++++ Information given
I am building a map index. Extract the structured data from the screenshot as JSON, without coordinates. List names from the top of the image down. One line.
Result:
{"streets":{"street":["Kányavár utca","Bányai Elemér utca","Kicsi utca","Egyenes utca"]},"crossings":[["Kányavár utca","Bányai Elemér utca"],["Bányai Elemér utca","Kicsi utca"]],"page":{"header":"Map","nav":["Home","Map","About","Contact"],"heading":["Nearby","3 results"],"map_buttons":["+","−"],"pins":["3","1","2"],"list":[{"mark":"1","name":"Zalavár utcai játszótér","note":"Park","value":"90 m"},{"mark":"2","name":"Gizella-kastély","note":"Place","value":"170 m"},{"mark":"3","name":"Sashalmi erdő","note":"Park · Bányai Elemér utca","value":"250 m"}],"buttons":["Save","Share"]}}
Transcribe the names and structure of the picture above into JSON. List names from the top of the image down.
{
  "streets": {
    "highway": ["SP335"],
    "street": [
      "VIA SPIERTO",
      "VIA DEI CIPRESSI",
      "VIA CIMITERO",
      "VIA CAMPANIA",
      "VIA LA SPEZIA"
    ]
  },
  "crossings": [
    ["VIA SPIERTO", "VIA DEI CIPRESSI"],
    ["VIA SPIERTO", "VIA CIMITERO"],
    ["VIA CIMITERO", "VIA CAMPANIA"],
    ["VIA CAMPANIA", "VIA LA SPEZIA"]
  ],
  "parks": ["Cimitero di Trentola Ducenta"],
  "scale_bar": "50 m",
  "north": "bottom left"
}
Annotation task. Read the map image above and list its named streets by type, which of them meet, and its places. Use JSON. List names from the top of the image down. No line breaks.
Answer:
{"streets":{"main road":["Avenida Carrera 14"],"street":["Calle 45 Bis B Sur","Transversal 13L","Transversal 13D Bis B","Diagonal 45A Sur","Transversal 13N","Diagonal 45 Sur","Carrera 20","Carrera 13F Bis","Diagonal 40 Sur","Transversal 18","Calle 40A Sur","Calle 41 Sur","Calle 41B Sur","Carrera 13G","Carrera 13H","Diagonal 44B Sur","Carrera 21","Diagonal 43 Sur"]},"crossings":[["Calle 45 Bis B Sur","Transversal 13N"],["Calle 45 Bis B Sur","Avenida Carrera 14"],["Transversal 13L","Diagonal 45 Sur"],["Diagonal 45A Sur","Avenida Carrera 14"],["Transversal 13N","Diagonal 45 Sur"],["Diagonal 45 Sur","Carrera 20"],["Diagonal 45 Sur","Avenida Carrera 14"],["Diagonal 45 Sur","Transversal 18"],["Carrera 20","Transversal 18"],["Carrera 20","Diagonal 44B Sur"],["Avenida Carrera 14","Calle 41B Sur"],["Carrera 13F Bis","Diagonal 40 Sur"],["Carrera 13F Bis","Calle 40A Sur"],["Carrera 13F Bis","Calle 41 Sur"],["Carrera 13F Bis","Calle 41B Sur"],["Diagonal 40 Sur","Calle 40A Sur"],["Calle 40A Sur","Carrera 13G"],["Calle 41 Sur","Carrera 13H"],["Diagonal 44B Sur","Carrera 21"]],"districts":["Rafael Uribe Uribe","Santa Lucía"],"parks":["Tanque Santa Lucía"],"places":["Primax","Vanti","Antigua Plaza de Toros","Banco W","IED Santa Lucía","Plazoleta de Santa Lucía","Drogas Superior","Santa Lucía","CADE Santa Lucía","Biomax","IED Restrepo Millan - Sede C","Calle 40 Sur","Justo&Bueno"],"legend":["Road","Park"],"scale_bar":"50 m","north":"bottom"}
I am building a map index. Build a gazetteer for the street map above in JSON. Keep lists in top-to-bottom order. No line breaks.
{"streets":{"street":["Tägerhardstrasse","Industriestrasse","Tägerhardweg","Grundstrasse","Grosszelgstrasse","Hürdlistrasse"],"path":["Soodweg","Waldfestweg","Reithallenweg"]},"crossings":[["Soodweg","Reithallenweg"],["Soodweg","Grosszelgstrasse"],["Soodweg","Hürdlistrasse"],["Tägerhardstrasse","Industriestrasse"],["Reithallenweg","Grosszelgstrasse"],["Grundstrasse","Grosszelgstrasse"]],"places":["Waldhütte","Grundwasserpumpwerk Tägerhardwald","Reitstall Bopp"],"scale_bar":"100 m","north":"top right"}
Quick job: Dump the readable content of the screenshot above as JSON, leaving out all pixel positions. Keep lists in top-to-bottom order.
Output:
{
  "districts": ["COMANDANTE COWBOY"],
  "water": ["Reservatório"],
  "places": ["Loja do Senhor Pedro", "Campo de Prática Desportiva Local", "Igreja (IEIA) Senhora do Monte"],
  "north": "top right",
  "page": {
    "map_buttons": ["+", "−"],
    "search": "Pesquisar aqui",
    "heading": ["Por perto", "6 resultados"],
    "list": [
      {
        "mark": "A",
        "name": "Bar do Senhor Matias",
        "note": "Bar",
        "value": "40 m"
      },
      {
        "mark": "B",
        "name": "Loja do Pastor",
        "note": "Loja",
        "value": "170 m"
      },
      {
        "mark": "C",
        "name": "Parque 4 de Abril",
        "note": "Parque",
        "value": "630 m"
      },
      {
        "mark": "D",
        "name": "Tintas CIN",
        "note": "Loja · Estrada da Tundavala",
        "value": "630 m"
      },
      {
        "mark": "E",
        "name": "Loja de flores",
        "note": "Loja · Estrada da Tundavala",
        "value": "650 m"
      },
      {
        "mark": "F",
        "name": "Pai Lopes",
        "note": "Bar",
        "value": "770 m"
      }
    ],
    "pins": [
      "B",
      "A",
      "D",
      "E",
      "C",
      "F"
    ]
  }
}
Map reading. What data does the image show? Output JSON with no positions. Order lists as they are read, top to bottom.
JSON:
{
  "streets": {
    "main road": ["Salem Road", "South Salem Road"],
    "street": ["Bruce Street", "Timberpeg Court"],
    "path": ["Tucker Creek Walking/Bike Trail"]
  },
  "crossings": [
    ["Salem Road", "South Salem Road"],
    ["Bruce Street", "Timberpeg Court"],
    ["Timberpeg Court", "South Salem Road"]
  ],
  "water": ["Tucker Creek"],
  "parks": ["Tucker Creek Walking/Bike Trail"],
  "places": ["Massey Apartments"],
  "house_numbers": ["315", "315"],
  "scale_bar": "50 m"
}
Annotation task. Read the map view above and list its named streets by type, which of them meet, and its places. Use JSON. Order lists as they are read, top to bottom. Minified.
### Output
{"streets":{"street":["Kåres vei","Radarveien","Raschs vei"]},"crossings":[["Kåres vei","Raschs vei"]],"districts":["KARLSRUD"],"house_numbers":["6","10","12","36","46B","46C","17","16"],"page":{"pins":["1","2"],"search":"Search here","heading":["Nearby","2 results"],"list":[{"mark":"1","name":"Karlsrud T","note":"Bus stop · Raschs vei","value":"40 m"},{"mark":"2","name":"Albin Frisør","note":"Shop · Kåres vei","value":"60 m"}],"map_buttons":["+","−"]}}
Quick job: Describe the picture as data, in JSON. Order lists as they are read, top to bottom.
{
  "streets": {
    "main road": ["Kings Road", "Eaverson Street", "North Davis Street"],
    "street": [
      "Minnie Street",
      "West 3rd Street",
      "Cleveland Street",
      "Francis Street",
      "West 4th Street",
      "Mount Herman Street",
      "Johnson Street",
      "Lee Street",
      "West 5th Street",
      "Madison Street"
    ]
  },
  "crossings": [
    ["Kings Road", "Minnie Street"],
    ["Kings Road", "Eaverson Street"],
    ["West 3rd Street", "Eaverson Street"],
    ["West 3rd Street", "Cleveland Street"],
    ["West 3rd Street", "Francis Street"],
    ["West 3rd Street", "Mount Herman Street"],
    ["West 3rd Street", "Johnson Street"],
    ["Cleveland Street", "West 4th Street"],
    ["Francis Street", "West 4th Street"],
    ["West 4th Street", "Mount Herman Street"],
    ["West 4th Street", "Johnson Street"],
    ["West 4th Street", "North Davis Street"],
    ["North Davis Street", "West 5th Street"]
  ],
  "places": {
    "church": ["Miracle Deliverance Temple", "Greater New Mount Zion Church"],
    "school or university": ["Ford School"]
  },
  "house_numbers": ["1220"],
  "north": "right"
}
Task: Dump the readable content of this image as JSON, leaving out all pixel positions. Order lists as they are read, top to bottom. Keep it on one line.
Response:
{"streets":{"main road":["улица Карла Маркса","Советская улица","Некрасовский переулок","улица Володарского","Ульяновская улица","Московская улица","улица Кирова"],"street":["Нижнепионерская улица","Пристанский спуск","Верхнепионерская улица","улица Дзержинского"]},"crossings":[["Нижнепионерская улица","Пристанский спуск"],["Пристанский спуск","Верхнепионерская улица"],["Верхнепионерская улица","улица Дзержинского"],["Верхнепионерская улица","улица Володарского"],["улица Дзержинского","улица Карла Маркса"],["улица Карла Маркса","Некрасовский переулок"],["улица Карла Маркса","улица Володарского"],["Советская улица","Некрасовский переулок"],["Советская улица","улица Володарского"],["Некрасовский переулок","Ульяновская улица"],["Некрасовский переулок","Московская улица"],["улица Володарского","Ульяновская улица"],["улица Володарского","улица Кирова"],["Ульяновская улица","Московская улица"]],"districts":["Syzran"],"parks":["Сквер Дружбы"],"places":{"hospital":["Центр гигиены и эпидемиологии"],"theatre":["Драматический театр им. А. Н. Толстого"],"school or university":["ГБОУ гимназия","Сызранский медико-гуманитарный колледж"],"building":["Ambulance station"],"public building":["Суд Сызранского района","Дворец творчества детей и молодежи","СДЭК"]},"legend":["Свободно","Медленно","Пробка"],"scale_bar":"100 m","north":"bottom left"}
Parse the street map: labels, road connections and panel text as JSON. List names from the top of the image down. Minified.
++++++++
Required action: Look through the data above and return exactly the lines from the one that contains "Quick job: Describe" to the one that contains "Task: Dump the", inclusive, with nothing else.

Exercise solution:
Quick job: Describe the picture as data, in JSON. Order lists as they are read, top to bottom.
{
  "streets": {
    "main road": ["Kings Road", "Eaverson Street", "North Davis Street"],
    "street": [
      "Minnie Street",
      "West 3rd Street",
      "Cleveland Street",
      "Francis Street",
      "West 4th Street",
      "Mount Herman Street",
      "Johnson Street",
      "Lee Street",
      "West 5th Street",
      "Madison Street"
    ]
  },
  "crossings": [
    ["Kings Road", "Minnie Street"],
    ["Kings Road", "Eaverson Street"],
    ["West 3rd Street", "Eaverson Street"],
    ["West 3rd Street", "Cleveland Street"],
    ["West 3rd Street", "Francis Street"],
    ["West 3rd Street", "Mount Herman Street"],
    ["West 3rd Street", "Johnson Street"],
    ["Cleveland Street", "West 4th Street"],
    ["Francis Street", "West 4th Street"],
    ["West 4th Street", "Mount Herman Street"],
    ["West 4th Street", "Johnson Street"],
    ["West 4th Street", "North Davis Street"],
    ["North Davis Street", "West 5th Street"]
  ],
  "places": {
    "church": ["Miracle Deliverance Temple", "Greater New Mount Zion Church"],
    "school or university": ["Ford School"]
  },
  "house_numbers": ["1220"],
  "north": "right"
}
Task: Dump the readable content of this image as JSON, leaving out all pixel positions. Order lists as they are read, top to bottom. Keep it on one line.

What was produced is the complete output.